## Exercise objective
In this exercise, each record below is to be written out again exactly.

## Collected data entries
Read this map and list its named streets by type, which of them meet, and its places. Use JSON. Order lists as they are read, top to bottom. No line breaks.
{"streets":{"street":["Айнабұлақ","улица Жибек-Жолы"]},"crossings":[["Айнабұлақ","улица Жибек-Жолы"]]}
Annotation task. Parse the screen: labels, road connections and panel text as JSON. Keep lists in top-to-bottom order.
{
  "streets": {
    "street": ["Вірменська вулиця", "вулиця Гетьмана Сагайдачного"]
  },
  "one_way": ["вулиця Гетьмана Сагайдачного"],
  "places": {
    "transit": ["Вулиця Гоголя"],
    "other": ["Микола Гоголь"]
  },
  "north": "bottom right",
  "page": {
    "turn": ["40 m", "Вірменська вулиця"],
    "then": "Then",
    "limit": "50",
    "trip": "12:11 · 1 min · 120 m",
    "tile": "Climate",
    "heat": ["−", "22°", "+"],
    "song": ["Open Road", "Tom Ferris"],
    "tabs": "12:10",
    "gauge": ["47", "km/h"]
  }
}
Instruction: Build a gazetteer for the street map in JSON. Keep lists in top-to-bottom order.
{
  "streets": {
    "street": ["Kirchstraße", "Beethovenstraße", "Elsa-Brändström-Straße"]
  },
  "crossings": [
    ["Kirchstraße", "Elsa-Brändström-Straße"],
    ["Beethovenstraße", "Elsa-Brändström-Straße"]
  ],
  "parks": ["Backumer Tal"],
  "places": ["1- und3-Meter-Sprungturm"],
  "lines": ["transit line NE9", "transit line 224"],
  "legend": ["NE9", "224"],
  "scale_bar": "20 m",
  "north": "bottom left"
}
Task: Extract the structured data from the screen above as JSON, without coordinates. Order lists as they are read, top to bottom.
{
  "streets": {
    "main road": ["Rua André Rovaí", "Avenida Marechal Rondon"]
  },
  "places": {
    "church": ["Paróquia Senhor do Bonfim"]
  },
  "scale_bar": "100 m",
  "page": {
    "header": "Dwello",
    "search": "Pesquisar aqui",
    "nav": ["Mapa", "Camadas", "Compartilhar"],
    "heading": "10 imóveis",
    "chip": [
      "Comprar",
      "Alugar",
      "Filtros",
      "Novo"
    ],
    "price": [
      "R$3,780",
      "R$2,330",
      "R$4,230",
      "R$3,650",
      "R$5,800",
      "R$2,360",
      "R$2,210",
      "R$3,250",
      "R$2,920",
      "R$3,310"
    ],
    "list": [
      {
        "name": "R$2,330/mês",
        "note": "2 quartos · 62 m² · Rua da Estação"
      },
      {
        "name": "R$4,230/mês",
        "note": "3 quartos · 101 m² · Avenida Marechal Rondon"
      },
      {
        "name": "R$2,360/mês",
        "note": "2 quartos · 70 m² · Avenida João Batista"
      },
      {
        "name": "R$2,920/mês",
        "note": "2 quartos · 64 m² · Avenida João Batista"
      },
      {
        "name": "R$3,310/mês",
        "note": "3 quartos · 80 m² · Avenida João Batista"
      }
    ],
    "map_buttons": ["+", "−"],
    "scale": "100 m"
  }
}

## Exercise solution
Read this map and list its named streets by type, which of them meet, and its places. Use JSON. Order lists as they are read, top to bottom. No line breaks.
{"streets":{"street":["Айнабұлақ","улица Жибек-Жолы"]},"crossings":[["Айнабұлақ","улица Жибек-Жолы"]]}
Annotation task. Parse the screen: labels, road connections and panel text as JSON. Keep lists in top-to-bottom order.
{
  "streets": {
    "street": ["Вірменська вулиця", "вулиця Гетьмана Сагайдачного"]
  },
  "one_way": ["вулиця Гетьмана Сагайдачного"],
  "places": {
    "transit": ["Вулиця Гоголя"],
    "other": ["Микола Гоголь"]
  },
  "north": "bottom right",
  "page": {
    "turn": ["40 m", "Вірменська вулиця"],
    "then": "Then",
    "limit": "50",
    "trip": "12:11 · 1 min · 120 m",
    "tile": "Climate",
    "heat": ["−", "22°", "+"],
    "song": ["Open Road", "Tom Ferris"],
    "tabs": "12:10",
    "gauge": ["47", "km/h"]
  }
}
Instruction: Build a gazetteer for the street map in JSON. Keep lists in top-to-bottom order.
{
  "streets": {
    "street": ["Kirchstraße", "Beethovenstraße", "Elsa-Brändström-Straße"]
  },
  "crossings": [
    ["Kirchstraße", "Elsa-Brändström-Straße"],
    ["Beethovenstraße", "Elsa-Brändström-Straße"]
  ],
  "parks": ["Backumer Tal"],
  "places": ["1- und3-Meter-Sprungturm"],
  "lines": ["transit line NE9", "transit line 224"],
  "legend": ["NE9", "224"],
  "scale_bar": "20 m",
  "north": "bottom left"
}
Task: Extract the structured data from the screen above as JSON, without coordinates. Order lists as they are read, top to bottom.
{
  "streets": {
    "main road": ["Rua André Rovaí", "Avenida Marechal Rondon"]
  },
  "places": {
    "church": ["Paróquia Senhor do Bonfim"]
  },
  "scale_bar": "100 m",
  "page": {
    "header": "Dwello",
    "search": "Pesquisar aqui",
    "nav": ["Mapa", "Camadas", "Compartilhar"],
    "heading": "10 imóveis",
    "chip": [
      "Comprar",
      "Alugar",
      "Filtros",
      "Novo"
    ],
    "price": [
      "R$3,780",
      "R$2,330",
      "R$4,230",
      "R$3,650",
      "R$5,800",
      "R$2,360",
      "R$2,210",
      "R$3,250",
      "R$2,920",
      "R$3,310"
    ],
    "list": [
      {
        "name": "R$2,330/mês",
        "note": "2 quartos · 62 m² · Rua da Estação"
      },
      {
        "name": "R$4,230/mês",
        "note": "3 quartos · 101 m² · Avenida Marechal Rondon"
      },
      {
        "name": "R$2,360/mês",
        "note": "2 quartos · 70 m² · Avenida João Batista"
      },
      {
        "name": "R$2,920/mês",
        "note": "2 quartos · 64 m² · Avenida João Batista"
      },
      {
        "name": "R$3,310/mês",
        "note": "3 quartos · 80 m² · Avenida João Batista"
      }
    ],
    "map_buttons": ["+", "−"],
    "scale": "100 m"
  }
}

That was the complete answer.